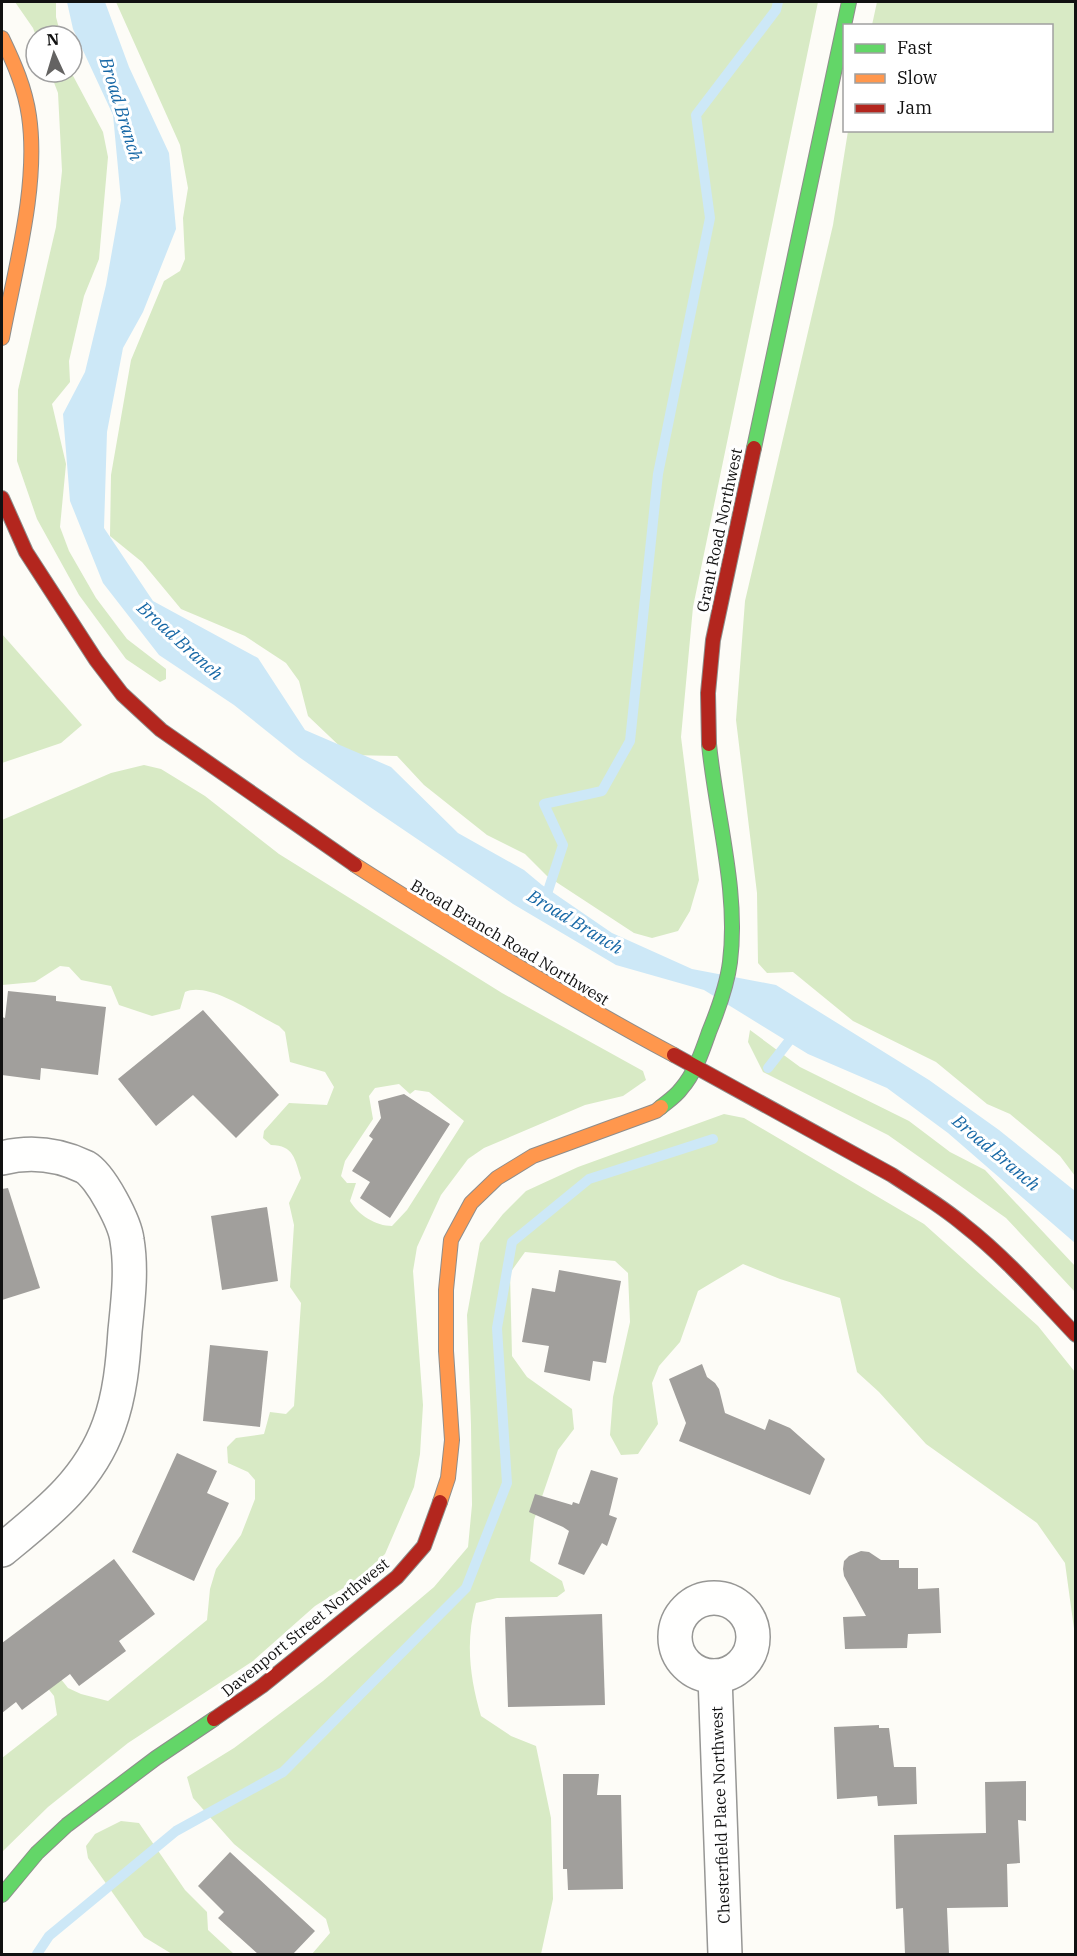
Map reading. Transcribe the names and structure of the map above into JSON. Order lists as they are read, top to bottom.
{
  "streets": {
    "street": [
      "Grant Road Northwest",
      "Broad Branch Road Northwest",
      "Davenport Street Northwest",
      "Chesterfield Place Northwest"
    ]
  },
  "crossings": [
    ["Grant Road Northwest", "Broad Branch Road Northwest"],
    ["Grant Road Northwest", "Davenport Street Northwest"],
    ["Broad Branch Road Northwest", "Davenport Street Northwest"]
  ],
  "water": ["Broad Branch"],
  "legend": ["Fast", "Slow", "Jam"],
  "north": "top"
}
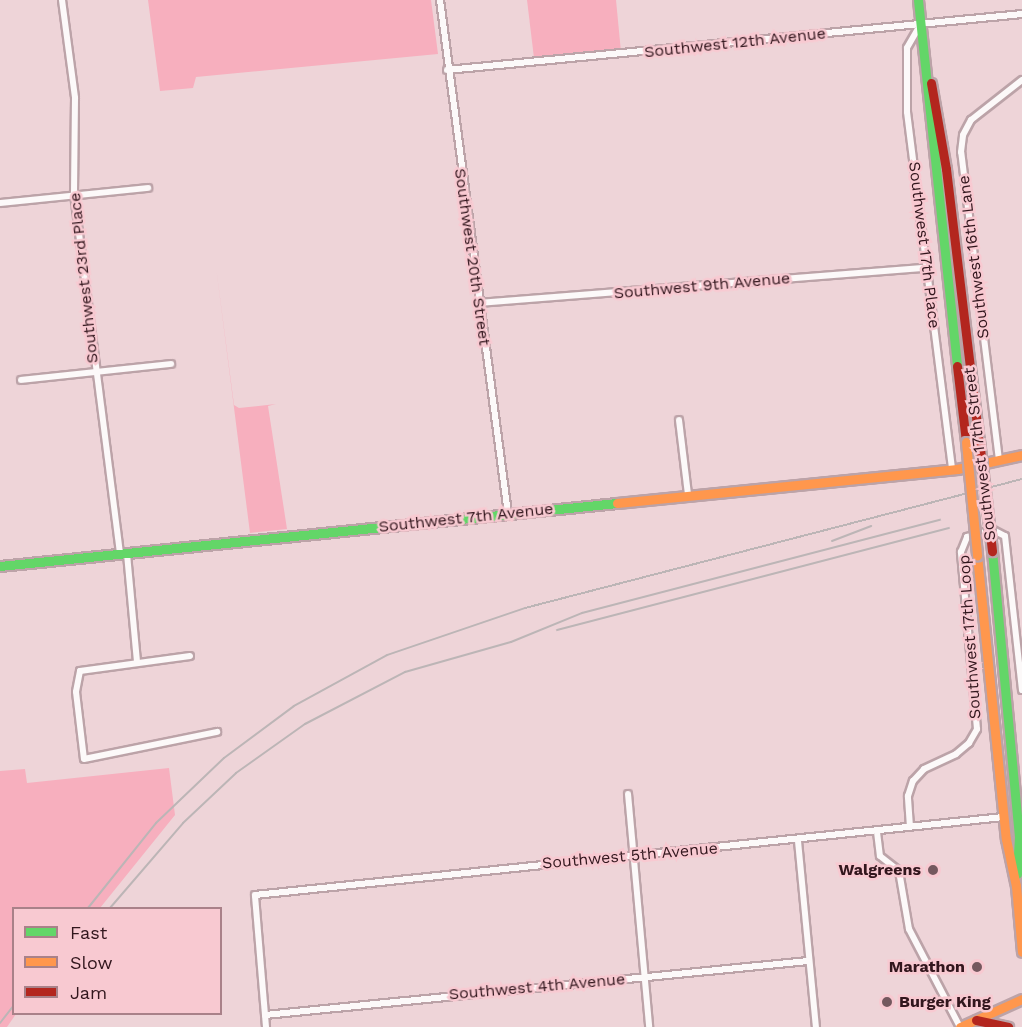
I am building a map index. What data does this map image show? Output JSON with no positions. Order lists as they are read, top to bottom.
{
  "streets": {
    "main road": ["Southwest 17th Street", "Southwest 7th Avenue"],
    "street": [
      "Southwest 12th Avenue",
      "Southwest 17th Place",
      "Southwest 20th Street",
      "Southwest 16th Lane",
      "Southwest 23rd Place",
      "Southwest 9th Avenue",
      "Southwest 17th Loop",
      "Southwest 5th Avenue",
      "Southwest 4th Avenue"
    ]
  },
  "crossings": [
    ["Southwest 12th Avenue", "Southwest 17th Place"],
    ["Southwest 12th Avenue", "Southwest 20th Street"],
    ["Southwest 12th Avenue", "Southwest 17th Street"],
    ["Southwest 17th Place", "Southwest 9th Avenue"],
    ["Southwest 17th Place", "Southwest 17th Street"],
    ["Southwest 17th Place", "Southwest 7th Avenue"],
    ["Southwest 20th Street", "Southwest 9th Avenue"],
    ["Southwest 20th Street", "Southwest 7th Avenue"],
    ["Southwest 16th Lane", "Southwest 7th Avenue"],
    ["Southwest 23rd Place", "Southwest 7th Avenue"],
    ["Southwest 17th Street", "Southwest 5th Avenue"],
    ["Southwest 17th Loop", "Southwest 5th Avenue"],
    ["Southwest 5th Avenue", "Southwest 4th Avenue"]
  ],
  "places": ["Walgreens", "Marathon", "Burger King"],
  "legend": ["Fast", "Slow", "Jam"]
}
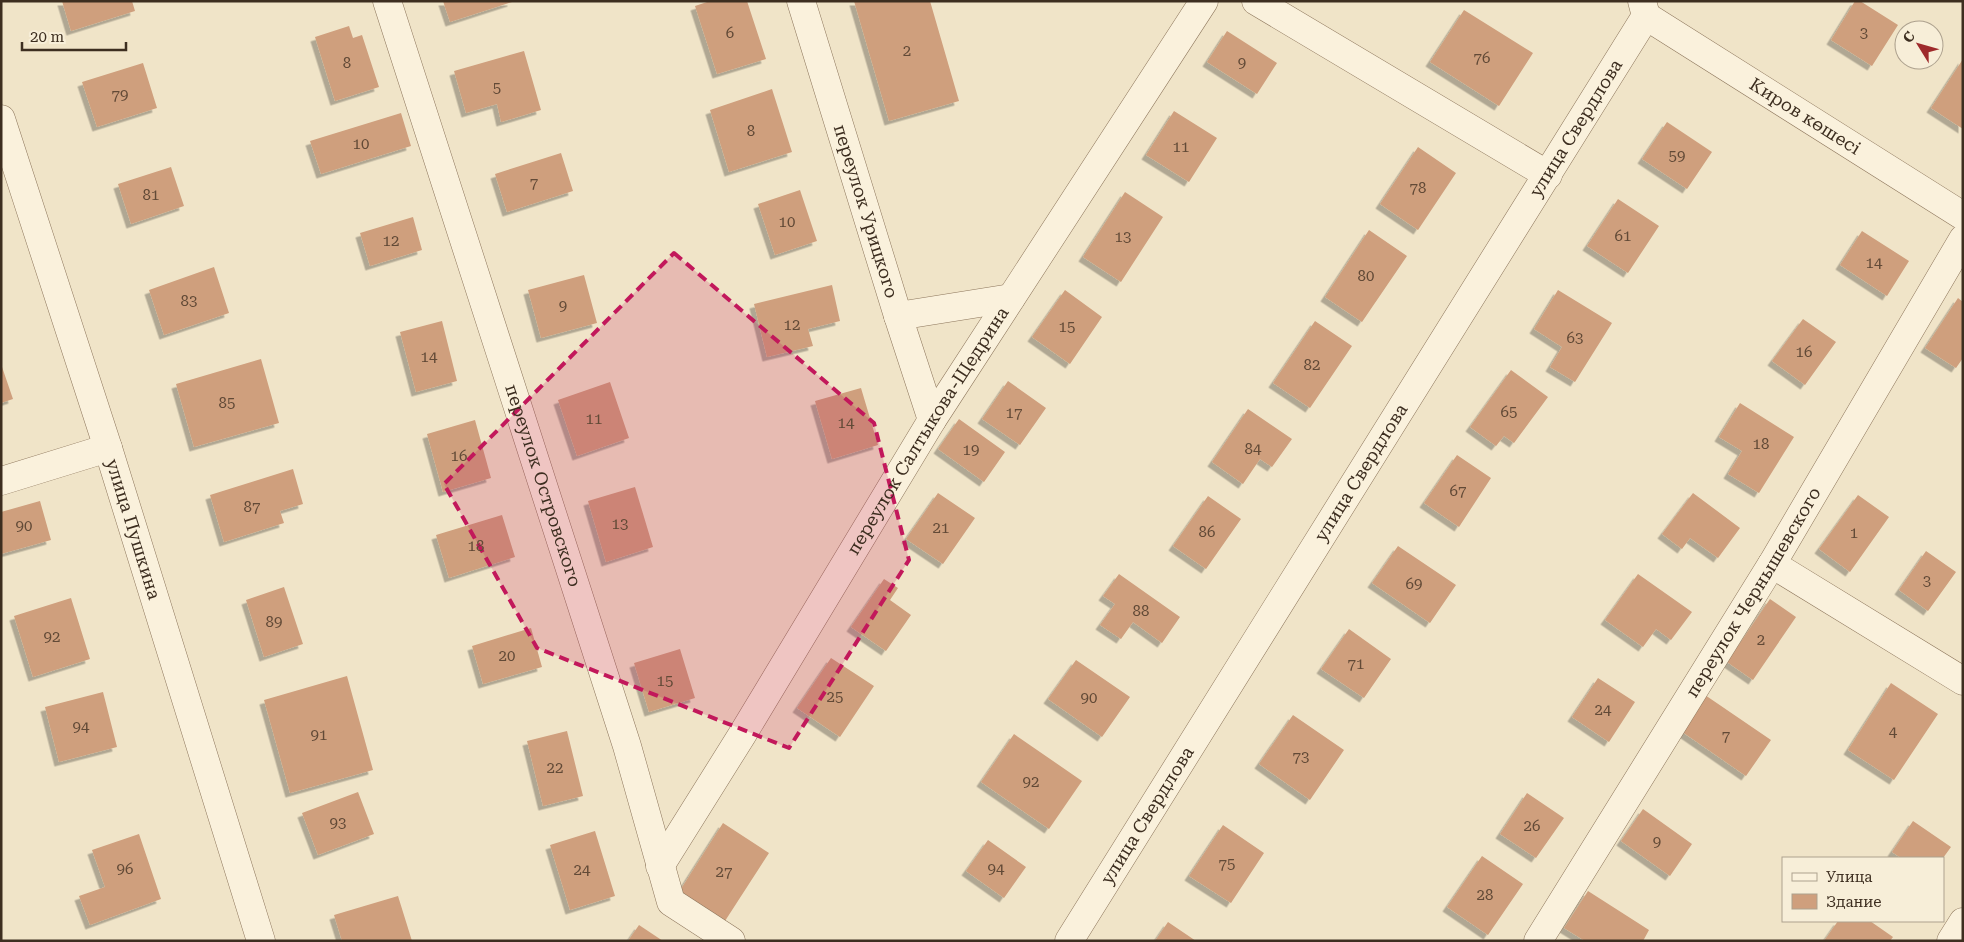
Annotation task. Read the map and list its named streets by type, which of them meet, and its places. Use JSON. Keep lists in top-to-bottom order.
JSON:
{
  "streets": {
    "lane": [
      "Киров көшесі",
      "улица Свердлова",
      "переулок Урицкого",
      "переулок Салтыкова-Щедрина",
      "переулок Островского",
      "улица Пушкина",
      "переулок Чернышевского"
    ]
  },
  "crossings": [
    ["Киров көшесі", "улица Свердлова"],
    ["переулок Урицкого", "переулок Салтыкова-Щедрина"],
    ["переулок Салтыкова-Щедрина", "переулок Островского"]
  ],
  "house_numbers": [
    "6",
    "3",
    "2",
    "76",
    "8",
    "9",
    "5",
    "79",
    "8",
    "10",
    "11",
    "59",
    "7",
    "78",
    "81",
    "10",
    "61",
    "13",
    "12",
    "14",
    "80",
    "83",
    "9",
    "12",
    "15",
    "63",
    "16",
    "14",
    "82",
    "85",
    "65",
    "17",
    "11",
    "14",
    "18",
    "84",
    "19",
    "16",
    "67",
    "87",
    "13",
    "90",
    "21",
    "86",
    "1",
    "18",
    "3",
    "69",
    "88",
    "89",
    "92",
    "2",
    "20",
    "71",
    "15",
    "25",
    "90",
    "24",
    "94",
    "4",
    "91",
    "7",
    "73",
    "22",
    "92",
    "93",
    "26",
    "9",
    "75",
    "96",
    "94",
    "24",
    "27",
    "28"
  ],
  "legend": ["Улица", "Здание"],
  "scale_bar": "20 m",
  "north": "top left"
}
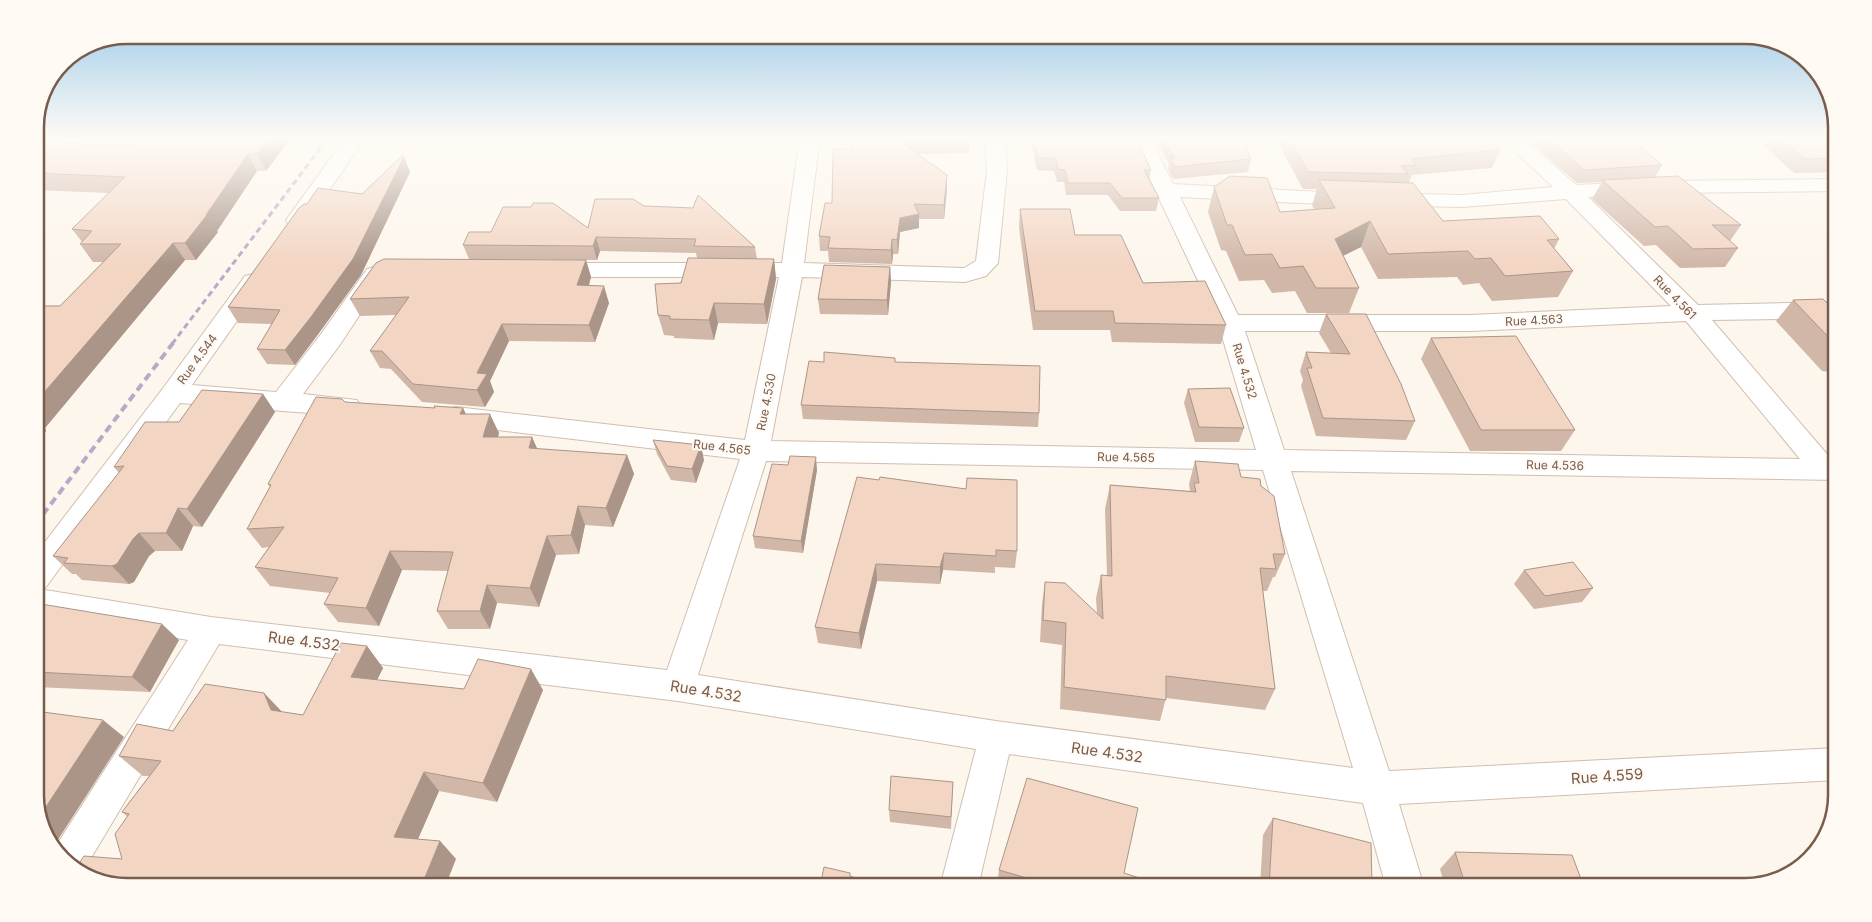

########

TASK TO COMPLETE: An exact transcription of all the entries is required, without the pictures.

ANSWER SECTION:
Map reading. Transcribe the names and structure of the map above into JSON. Order lists as they are read, top to bottom.
{
  "streets": {
    "street": [
      "Grant Road Northwest",
      "Broad Branch Road Northwest",
      "Davenport Street Northwest",
      "Chesterfield Place Northwest"
    ]
  },
  "crossings": [
    ["Grant Road Northwest", "Broad Branch Road Northwest"],
    ["Grant Road Northwest", "Davenport Street Northwest"],
    ["Broad Branch Road Northwest", "Davenport Street Northwest"]
  ],
  "water": ["Broad Branch"],
  "legend": ["Fast", "Slow", "Jam"],
  "north": "top"
}
I am building a map index. What data does this map image show? Output JSON with no positions. Order lists as they are read, top to bottom.
{
  "streets": {
    "main road": ["Southwest 17th Street", "Southwest 7th Avenue"],
    "street": [
      "Southwest 12th Avenue",
      "Southwest 17th Place",
      "Southwest 20th Street",
      "Southwest 16th Lane",
      "Southwest 23rd Place",
      "Southwest 9th Avenue",
      "Southwest 17th Loop",
      "Southwest 5th Avenue",
      "Southwest 4th Avenue"
    ]
  },
  "crossings": [
    ["Southwest 12th Avenue", "Southwest 17th Place"],
    ["Southwest 12th Avenue", "Southwest 20th Street"],
    ["Southwest 12th Avenue", "Southwest 17th Street"],
    ["Southwest 17th Place", "Southwest 9th Avenue"],
    ["Southwest 17th Place", "Southwest 17th Street"],
    ["Southwest 17th Place", "Southwest 7th Avenue"],
    ["Southwest 20th Street", "Southwest 9th Avenue"],
    ["Southwest 20th Street", "Southwest 7th Avenue"],
    ["Southwest 16th Lane", "Southwest 7th Avenue"],
    ["Southwest 23rd Place", "Southwest 7th Avenue"],
    ["Southwest 17th Street", "Southwest 5th Avenue"],
    ["Southwest 17th Loop", "Southwest 5th Avenue"],
    ["Southwest 5th Avenue", "Southwest 4th Avenue"]
  ],
  "places": ["Walgreens", "Marathon", "Burger King"],
  "legend": ["Fast", "Slow", "Jam"]
}
Annotation task. Read the map and list its named streets by type, which of them meet, and its places. Use JSON. Keep lists in top-to-bottom order.
JSON:
{
  "streets": {
    "lane": [
      "Киров көшесі",
      "улица Свердлова",
      "переулок Урицкого",
      "переулок Салтыкова-Щедрина",
      "переулок Островского",
      "улица Пушкина",
      "переулок Чернышевского"
    ]
  },
  "crossings": [
    ["Киров көшесі", "улица Свердлова"],
    ["переулок Урицкого", "переулок Салтыкова-Щедрина"],
    ["переулок Салтыкова-Щедрина", "переулок Островского"]
  ],
  "house_numbers": [
    "6",
    "3",
    "2",
    "76",
    "8",
    "9",
    "5",
    "79",
    "8",
    "10",
    "11",
    "59",
    "7",
    "78",
    "81",
    "10",
    "61",
    "13",
    "12",
    "14",
    "80",
    "83",
    "9",
    "12",
    "15",
    "63",
    "16",
    "14",
    "82",
    "85",
    "65",
    "17",
    "11",
    "14",
    "18",
    "84",
    "19",
    "16",
    "67",
    "87",
    "13",
    "90",
    "21",
    "86",
    "1",
    "18",
    "3",
    "69",
    "88",
    "89",
    "92",
    "2",
    "20",
    "71",
    "15",
    "25",
    "90",
    "24",
    "94",
    "4",
    "91",
    "7",
    "73",
    "22",
    "92",
    "93",
    "26",
    "9",
    "75",
    "96",
    "94",
    "24",
    "27",
    "28"
  ],
  "legend": ["Улица", "Здание"],
  "scale_bar": "20 m",
  "north": "top left"
}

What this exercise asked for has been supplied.